# Complex Representation of a gauge group and a Chiral Gauge Theory

In this John Preskill et al paper, a statement is made in page 1:

We will refer to a gauge theory with fermions transforming as a complex representation of the gauge group as a chiral gauge theory, because the gauged symmetry is a chiral symmetry, rather than a vector-like symmetry (such as QCD).

But my question is: why does a Complex Representation of gauge group imply a Chiral Gauge Theory?

If fundamental representation of SU(3) is a complex representation (with complex conjugate anti-fundamental Rep), then isn't QCD with fundamental representation of SU(3) a perfect counter example where the gauge symmetry is vector-like, instead of chiral???

In physics, a complex representation is a group representation of a group (or Lie algebra) on a complex vector space that is neither real nor pseudoreal. In other words, the group elements are expressed as complex matrices, and the complex conjugate of a complex representation is a different, non-equivalent representation. For compact groups, the Frobenius-Schur indicator can be used to tell whether a representation is real, complex, or pseudo-real.

For example, the N-dimensional fundamental representation of SU(N) for N greater than two is a complex representation whose complex conjugate is often called the antifundamental representation.

For simplicity let's consider one quark flavor.
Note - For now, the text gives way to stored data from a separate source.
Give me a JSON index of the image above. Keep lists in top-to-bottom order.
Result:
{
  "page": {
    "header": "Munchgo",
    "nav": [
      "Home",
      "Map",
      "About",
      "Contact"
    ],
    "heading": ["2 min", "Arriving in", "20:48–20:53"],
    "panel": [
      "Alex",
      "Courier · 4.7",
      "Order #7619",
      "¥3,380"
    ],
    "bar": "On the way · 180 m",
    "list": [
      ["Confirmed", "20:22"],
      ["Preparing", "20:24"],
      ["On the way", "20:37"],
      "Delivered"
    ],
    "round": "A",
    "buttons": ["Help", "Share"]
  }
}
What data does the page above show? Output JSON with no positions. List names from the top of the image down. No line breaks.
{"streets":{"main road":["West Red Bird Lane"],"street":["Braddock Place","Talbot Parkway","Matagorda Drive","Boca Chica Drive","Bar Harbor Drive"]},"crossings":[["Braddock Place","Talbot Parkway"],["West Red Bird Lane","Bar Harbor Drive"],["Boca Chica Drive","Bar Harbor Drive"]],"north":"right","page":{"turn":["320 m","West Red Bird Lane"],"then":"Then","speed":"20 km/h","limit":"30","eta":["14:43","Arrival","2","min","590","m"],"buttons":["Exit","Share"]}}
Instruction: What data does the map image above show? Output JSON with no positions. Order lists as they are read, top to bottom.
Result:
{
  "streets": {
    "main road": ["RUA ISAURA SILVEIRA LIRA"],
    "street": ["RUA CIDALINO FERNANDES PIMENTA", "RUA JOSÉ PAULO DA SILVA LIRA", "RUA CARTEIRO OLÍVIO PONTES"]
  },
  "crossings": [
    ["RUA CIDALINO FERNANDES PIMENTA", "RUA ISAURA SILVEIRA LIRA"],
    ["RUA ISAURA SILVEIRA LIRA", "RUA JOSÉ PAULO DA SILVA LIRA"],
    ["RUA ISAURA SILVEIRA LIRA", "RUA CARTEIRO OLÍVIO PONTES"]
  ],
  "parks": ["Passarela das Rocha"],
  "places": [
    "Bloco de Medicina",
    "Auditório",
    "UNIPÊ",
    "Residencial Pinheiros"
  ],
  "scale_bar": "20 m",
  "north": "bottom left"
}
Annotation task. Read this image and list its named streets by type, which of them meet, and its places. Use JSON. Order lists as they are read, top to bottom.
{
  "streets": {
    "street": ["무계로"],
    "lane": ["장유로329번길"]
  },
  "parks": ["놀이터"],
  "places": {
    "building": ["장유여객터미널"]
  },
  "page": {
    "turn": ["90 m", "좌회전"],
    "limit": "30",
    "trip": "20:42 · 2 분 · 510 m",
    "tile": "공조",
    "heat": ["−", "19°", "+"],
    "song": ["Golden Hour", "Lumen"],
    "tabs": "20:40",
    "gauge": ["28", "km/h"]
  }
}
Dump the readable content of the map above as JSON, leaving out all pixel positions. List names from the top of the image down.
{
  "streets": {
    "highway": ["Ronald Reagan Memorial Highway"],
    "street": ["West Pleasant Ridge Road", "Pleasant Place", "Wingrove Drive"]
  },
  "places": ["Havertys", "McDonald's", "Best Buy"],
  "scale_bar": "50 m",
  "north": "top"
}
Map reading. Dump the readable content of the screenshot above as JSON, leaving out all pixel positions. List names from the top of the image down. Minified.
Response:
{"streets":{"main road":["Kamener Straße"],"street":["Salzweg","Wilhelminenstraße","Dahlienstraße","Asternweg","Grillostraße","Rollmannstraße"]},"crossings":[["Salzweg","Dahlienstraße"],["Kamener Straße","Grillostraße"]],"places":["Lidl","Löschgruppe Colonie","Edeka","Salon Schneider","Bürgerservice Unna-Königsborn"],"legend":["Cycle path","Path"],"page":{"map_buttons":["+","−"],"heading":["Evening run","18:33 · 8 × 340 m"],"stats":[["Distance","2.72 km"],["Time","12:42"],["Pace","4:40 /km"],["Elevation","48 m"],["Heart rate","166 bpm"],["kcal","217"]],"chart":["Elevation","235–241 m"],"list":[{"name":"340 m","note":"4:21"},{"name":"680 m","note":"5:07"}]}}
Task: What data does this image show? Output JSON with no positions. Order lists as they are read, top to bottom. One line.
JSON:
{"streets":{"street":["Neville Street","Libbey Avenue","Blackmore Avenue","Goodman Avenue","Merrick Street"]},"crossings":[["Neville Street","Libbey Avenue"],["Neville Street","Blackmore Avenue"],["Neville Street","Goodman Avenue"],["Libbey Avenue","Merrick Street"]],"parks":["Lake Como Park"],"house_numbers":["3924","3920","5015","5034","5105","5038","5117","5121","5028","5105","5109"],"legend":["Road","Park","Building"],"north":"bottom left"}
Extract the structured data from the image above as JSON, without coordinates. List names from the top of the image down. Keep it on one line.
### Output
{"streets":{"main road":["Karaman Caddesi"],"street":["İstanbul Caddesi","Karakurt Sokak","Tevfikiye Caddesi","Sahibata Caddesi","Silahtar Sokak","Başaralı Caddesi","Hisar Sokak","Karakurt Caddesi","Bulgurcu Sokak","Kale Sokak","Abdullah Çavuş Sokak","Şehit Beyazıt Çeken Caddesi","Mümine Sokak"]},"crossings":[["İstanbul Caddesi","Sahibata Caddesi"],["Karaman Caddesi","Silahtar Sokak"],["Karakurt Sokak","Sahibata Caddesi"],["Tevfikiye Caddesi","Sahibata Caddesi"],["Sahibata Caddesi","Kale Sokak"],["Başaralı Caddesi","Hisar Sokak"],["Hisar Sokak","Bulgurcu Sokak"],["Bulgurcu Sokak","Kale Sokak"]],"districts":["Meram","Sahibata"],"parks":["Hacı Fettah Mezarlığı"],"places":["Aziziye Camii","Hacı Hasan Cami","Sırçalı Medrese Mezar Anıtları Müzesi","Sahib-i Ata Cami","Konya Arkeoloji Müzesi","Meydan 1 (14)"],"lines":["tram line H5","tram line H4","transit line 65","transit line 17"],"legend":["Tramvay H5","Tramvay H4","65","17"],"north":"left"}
There are two distinct Weyl spinors involved here: a left-chiral Weyl spinor $q_L$ and a right-chiral Weyl spinor $q_R$, both of which transform in the fundamental representation $3$. Intuitively, the theory is not chiral, because both chiralities are being treated the same way, but how is this equivalent to Preskill's definition, when $3 \oplus 3$ is complex?
Note a left-chiral Weyl spinor in a representation $R$ is exactly the same thing as a right-chiral Weyl spinor in the conjugate representation $R^*$ (as I explain here). So it is inherently ambiguous what representation "the fermions" transform under. Depending on whether I want to use left-chiral or right-chiral spinors, it could be $3 \oplus 3$, $3 \oplus \bar{3}$, or $\bar{3} \oplus \bar{3}$.
The convention used here is to make everything left-chiral for consistency, just as done in GUT model building. Then the representation for the quark is $3 \oplus \bar{3}$ which is perfectly real. Contrast this with the electroweak theory with $SU(2)_L \times U(1)_Y$, where one quark generation would be in $(2, 1/6) \oplus (1, -2/3) \oplus (1, 1/3)$, which is complex.
Regarding your counterexample: it is true that QCD contains fermions in the complex representation of the gauge group. However, the gauge group in this case is not chiral symmetry, but $SU(N_c)$ colour symmetry. Hence it is possible that chiral symmetry is broken and fermions acquire mass. This can happen through spontaneous, explicit and anomalous symmetry breaking.